Opinion

A hundred years of randomness: Dr Ben Styles on education RCTs

30 Sep 2019, 5:00

On Monday around 100 education researchers and users of research gathered at the Royal Statistical Society to celebrate the centenary of the first-ever randomised controlled trial (RCT) in education.

It may come as a surprise that the origins of the RCT span at least as far back in education as in medical research. There were a few examples of random allocation in medicine in the 1920s and 1930s, but in education there was one in 1919 (although whether it was truly randomised was challenged on the day!), carried out by Robert Alexander Cummins of Iowa.

News from 1919

Cummins’s trial concluded that reducing the length of lessons over time in US grades 3 to 8 resulted in improved performance due to pupils’ “more intensive application […] in their effort to get as much done as possible”. However, the correct analysis techniques for his data had not yet been invented, so we should take his conclusion with a large pinch of salt!

Experimentation in schools remains under threat.

At the centenary event, as well as reflecting on the ebbs and flows of education trials over the past century, presentations covered recent improvements, such as independent evaluation and so-called “open science” practices employed to improve the replicability of research. We also heard about what RCTs mean for teachers and school leaders.

Scope for improvement

However, the event was not all about celebration and self-congratulation. The researchers, whose business it is to evaluate, did not hold back when invited to reflect on the practices of their community. Hugues Lortie-Forgues presented a paper claiming education RCTs are often uninformative (as covered in Schools Week earlier this year), and the debate focused on improving the interventions themselves as well as trial design. One suggestion was to fully regain the tradition of scientific enquiry, testing out individual elements of the theory of change before moving to the RCT phase.

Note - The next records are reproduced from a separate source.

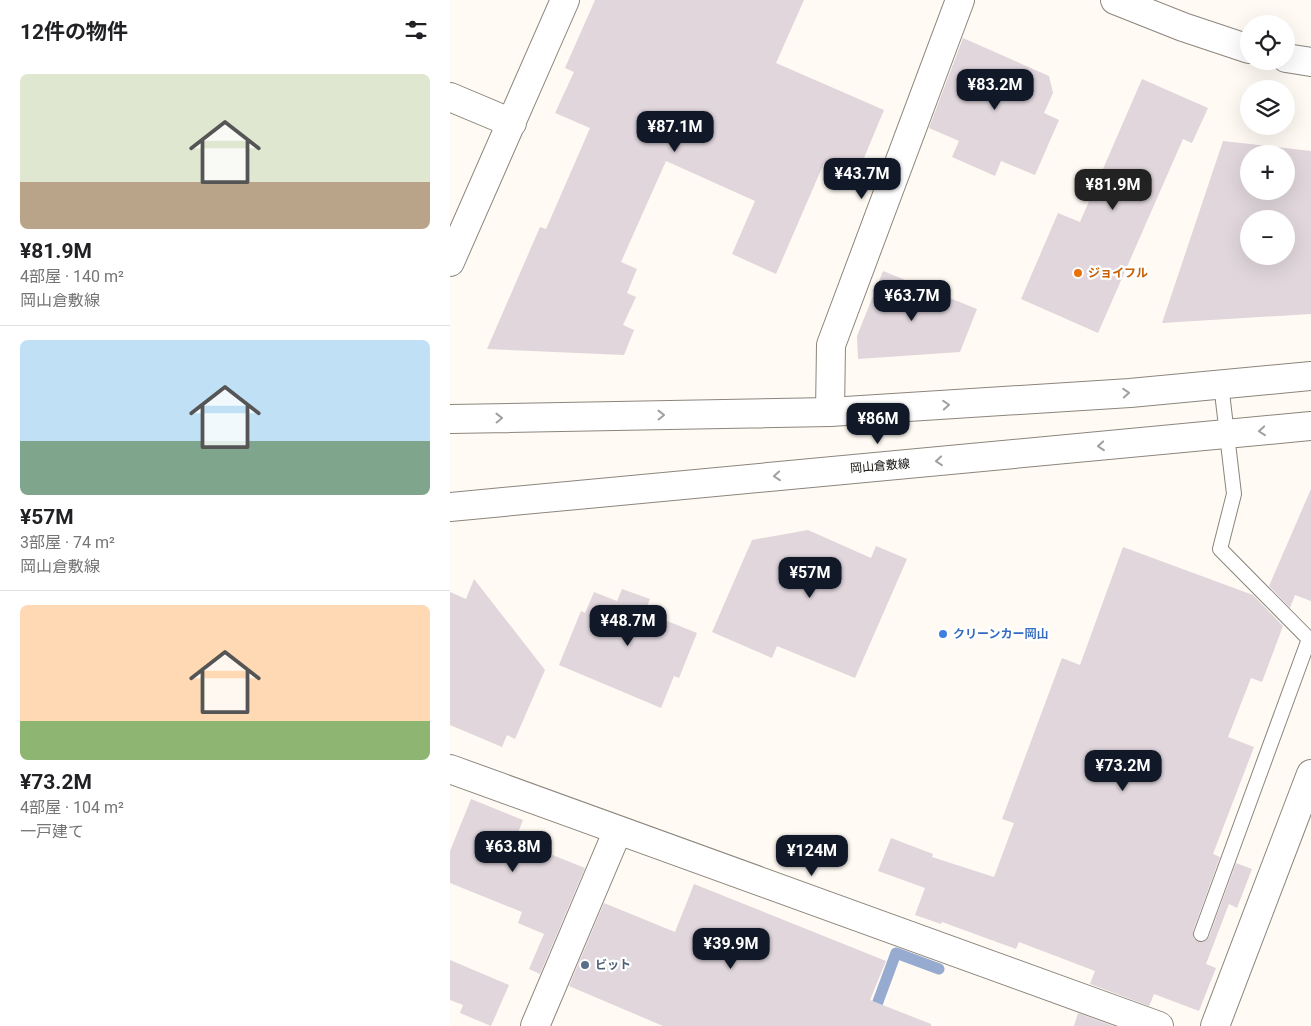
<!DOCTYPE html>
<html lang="ja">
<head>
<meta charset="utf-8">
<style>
	body { margin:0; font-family:Roboto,"Noto Sans JP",sans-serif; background:#f6f6f6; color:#202124; height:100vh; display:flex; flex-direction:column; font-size:19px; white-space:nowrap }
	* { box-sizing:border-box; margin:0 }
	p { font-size:16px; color:#757577 }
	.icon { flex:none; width:28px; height:28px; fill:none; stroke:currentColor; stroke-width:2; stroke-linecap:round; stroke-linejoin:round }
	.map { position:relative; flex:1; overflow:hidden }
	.drawer { display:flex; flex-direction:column; background:#fff; width:450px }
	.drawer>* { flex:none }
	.controls { position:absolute; left:790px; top:15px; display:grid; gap:10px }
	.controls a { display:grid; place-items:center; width:55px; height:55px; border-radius:50%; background:#fff; box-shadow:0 5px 20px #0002; font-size:25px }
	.price { position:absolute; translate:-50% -42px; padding:0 11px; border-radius:10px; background:#111827; color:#fff; font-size:16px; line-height:32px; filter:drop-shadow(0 1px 2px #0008) }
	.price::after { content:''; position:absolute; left:50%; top:30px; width:15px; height:11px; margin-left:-8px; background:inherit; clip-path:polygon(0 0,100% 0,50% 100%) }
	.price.on { background:#222; color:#fff }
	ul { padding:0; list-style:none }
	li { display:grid; align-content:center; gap:10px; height:265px; padding:0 20px }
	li+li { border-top:1px solid #e0e0e0 }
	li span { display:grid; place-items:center; height:155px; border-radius:8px; color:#555 }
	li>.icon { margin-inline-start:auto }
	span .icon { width:90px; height:90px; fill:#fffc; stroke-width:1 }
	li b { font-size:21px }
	h2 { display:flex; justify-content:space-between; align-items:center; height:60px; padding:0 20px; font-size:21px }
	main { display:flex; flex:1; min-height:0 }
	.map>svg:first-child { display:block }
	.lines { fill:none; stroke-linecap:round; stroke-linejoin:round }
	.stream { stroke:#96abcf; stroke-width:11 }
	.building { fill:#e0d6dc; fill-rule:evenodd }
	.service-casing { stroke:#8b857d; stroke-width:16 }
	.minor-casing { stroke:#8b857d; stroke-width:30 }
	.tertiary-casing { stroke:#8b857d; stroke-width:30 }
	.secondary-casing { stroke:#8b857d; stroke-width:30 }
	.service { stroke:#fff; stroke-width:14 }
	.minor { stroke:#fff; stroke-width:28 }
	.tertiary { stroke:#fff; stroke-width:28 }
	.secondary { stroke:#fff; stroke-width:28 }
	.oneway { stroke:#9f9f9d }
	.food-dot { fill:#e8710a; stroke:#fff; stroke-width:2 }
	.shop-dot { fill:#3f7fe0; stroke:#fff; stroke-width:2 }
	.service-dot { fill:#5c6f8a; stroke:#fff; stroke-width:2 }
	.labels { text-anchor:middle; stroke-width:4.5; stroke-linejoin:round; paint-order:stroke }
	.food-label { font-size:12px; font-weight:bold; fill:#c56008; stroke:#fff; text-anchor:start }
	.street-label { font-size:12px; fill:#100e0b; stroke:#fff }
	.shop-label { font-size:12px; font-weight:bold; fill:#366cbe; stroke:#fff; text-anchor:start }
	.service-label { font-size:12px; font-weight:bold; fill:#4e5e75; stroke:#fff; text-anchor:start }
</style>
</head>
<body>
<main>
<section class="drawer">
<h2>12件の物件<svg class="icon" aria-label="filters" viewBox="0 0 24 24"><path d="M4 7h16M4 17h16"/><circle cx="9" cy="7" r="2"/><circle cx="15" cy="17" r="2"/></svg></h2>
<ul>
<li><span style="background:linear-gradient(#dfe7d0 70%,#b9a48a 0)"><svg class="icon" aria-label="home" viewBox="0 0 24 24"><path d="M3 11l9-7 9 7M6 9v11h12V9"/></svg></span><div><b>¥81.9M</b><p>4部屋 · 140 m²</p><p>岡山倉敷線</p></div></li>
<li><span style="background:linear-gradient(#bfe0f5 65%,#7fa58c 0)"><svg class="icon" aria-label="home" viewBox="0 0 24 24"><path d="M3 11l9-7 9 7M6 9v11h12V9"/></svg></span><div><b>¥57M</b><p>3部屋 · 74 m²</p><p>岡山倉敷線</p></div></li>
<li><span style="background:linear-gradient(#ffd9b3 75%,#8fb573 0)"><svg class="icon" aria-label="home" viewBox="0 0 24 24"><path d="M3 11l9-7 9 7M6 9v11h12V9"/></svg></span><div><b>¥73.2M</b><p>4部屋 · 104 m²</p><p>一戸建て</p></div></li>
</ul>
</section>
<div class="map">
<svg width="861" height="1026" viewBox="0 0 861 1026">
	<rect width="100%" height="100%" fill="#fffaf3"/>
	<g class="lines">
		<!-- stream -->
		<path class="stream" d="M419 1026 446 953 489 969"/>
	</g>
	<!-- building -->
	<path class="building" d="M145 0H354L326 63 434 110 406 177 374 163 326 274 282 254 305 201 216 161 171 262 187 269 177 293 186 297 173 325 184 330 174 355 37 349 90 227 96 229 140 128 105 113 124 72 115 68Z
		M513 38 599 76 603 93 594 113 609 120 585 175 551 161 545 176 502 157 509 141 479 128Z
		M692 79 758 108 742 143 733 139 648 333 571 299 608 213 630 222Z
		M773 141 861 151V314L712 323ZM799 154H836V191H799ZM799 219H836V256H799Z
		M433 271 527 309 510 352 408 359 407 336Z
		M861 489V601L845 595 840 608 819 586Z
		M358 530 421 558 426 546 457 559 405 678 327 646 322 658 262 632 302 540Z
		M673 547 803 595 833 626 812 682 801 678 778 737 804 747 763 854 770 857 743 931V936L745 940 753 942 759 937 786 863 802 869 787 908 779 904 756 964 766 968 749 1011 704 994 699 1006 640 984 645 971 569 942 566 949 492 922 491 924 465 915 475 888 428 871 441 838 483 854 482 857 544 877 564 823 552 819 612 658 630 665Z
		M24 579 95 670 65 739 57 735 52 747 0 725V592L16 599Z
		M172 589 200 599 195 612 247 633 229 678 224 676 211 708 109 665 131 611 135 613 144 592 167 601Z
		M21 799 73 820 65 840 135 868 90 974 79 969 94 934 68 923 72 912 0 883V851Z
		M244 884 436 961 420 1000 481 1024V1026H213L119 986 154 903 225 932Z
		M0 960 59 985 41 1026 10 1013 13 1005 0 1000Z
		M628 1013 663 1026H624Z"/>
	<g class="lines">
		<defs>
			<path id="service" d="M751 934 859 639 770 549 784 494 771 384"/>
			<path id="minor" d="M0 97 62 123
				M0 262 115 0
				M380 412 381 345 510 0
				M0 769 709 1026
				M85 1026 168 830
				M765 1026 861 774"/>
			<path id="tertiary" d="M665 0 733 27 799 49
				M836 58 861 62"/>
			<path id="secondary" d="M0 419 380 412 680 393 861 376
				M0 507 861 426"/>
		</defs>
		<!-- service casing -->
		<use href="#service" class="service-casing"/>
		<!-- minor casing -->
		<use href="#minor" class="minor-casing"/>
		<!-- tertiary casing -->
		<use href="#tertiary" class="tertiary-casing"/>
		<!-- secondary casing -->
		<use href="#secondary" class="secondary-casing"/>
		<!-- service -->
		<use href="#service" class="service"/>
		<!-- minor -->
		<use href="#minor" class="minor"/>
		<!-- tertiary -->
		<use href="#tertiary" class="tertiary"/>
		<!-- secondary -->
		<use href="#secondary" class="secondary"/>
	</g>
	<!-- one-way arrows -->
	<defs><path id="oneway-chevron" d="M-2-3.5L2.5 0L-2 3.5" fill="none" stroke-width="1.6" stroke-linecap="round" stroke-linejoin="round" transform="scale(1.25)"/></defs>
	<g class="oneway">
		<use href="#oneway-chevron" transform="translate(676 393) rotate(-4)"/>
		<use href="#oneway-chevron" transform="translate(496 405) rotate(-4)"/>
		<use href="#oneway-chevron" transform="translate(211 415) rotate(-1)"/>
		<use href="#oneway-chevron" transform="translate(49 418) rotate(-1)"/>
		<use href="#oneway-chevron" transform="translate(812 431) rotate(175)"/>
		<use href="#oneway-chevron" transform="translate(651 446) rotate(175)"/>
		<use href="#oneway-chevron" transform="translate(489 461) rotate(175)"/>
		<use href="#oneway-chevron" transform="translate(327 476) rotate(175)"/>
	</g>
	<!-- markers -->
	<circle class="food-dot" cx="628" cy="273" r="5"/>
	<circle class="shop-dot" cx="493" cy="634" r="5"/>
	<circle class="service-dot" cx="135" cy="965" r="5"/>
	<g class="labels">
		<!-- food labels -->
		<g class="food-label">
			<text x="638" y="277">ジョイフル</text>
		</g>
		<!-- street labels -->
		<g class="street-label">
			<text transform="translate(430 466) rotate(-5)" y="4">岡山倉敷線</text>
		</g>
		<!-- shop labels -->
		<g class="shop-label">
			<text x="503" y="638">クリーンカー岡山</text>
		</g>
		<!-- service labels -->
		<g class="service-label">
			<text x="145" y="969">ビット</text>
		</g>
	</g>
</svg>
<div class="controls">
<a><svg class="icon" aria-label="locate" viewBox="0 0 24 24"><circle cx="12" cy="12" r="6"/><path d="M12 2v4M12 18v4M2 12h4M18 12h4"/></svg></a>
<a><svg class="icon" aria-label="layers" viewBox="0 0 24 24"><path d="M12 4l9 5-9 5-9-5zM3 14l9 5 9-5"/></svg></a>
<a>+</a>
<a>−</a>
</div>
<b class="price" style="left:545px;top:111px">¥83.2M</b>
<b class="price" style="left:225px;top:153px">¥87.1M</b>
<b class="price" style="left:412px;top:200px">¥43.7M</b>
<b class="price on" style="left:663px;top:211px">¥81.9M</b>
<b class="price" style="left:462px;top:322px">¥63.7M</b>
<b class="price" style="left:428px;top:445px">¥86M</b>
<b class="price" style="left:360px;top:599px">¥57M</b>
<b class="price" style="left:178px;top:647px">¥48.7M</b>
<b class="price" style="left:673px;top:792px">¥73.2M</b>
<b class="price" style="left:63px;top:873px">¥63.8M</b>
<b class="price" style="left:362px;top:877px">¥124M</b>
<b class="price" style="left:281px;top:970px">¥39.9M</b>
</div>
</main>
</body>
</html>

For example, many interventions involve Continuing Professional Development (CPD) programmes. For these to improve outcomes for children, several steps must happen successfully. Firstly, sufficient numbers of teachers must attend and engage with the CPD sessions and then employ what they have learned in the classroom with sufficient fidelity. Any adjustment in practice must be effective, ie. children must learn more as a result, and this must lead finally to an improvement in the specific assessment chosen for the evaluation.

Without unpicking each of these steps using a variety of research methods beforehand, it is understandable that many interventions fail to demonstrate an effect when evaluated using an RCT.

Breakfast club evidence

Although much of Monday’s event concerned such null results, there are many examples of positive RCT outcomes that have influenced schools directly. Breakfast clubs are a good example of education policy being directly influenced by the positive results of a trial. When the evaluation showed improvements at key stage one, a £26 million DfE investment followed.

Of course, null results are very useful too. For example, two trials of In:tuition, a school-based programme aimed at reducing teenage drinking, showed no effect on primary outcomes. Drinkaware, which funds the programme, is currently reviewing how aspects of it may be repurposed rather than continuing to promote it to schools.

Funding concerns

But despite positive developments and huge support given by teachers, experimentation in schools remains under threat. There is a risk that, due to the explosion in funding for RCTs, evaluators could find it increasingly difficult to recruit schools to take part. Especially given continuing workload concerns, ceasing research activity is an easy target.

Another risk for the future is political expediency. It is easy for politicians and civil servants to assume a null result implies a problematic research design and to use this as an excuse to halt funding. A concerted effort by the funding community, researchers and teachers alike should help to mitigate such risk in future, and preserve the education RCT for another hundred years.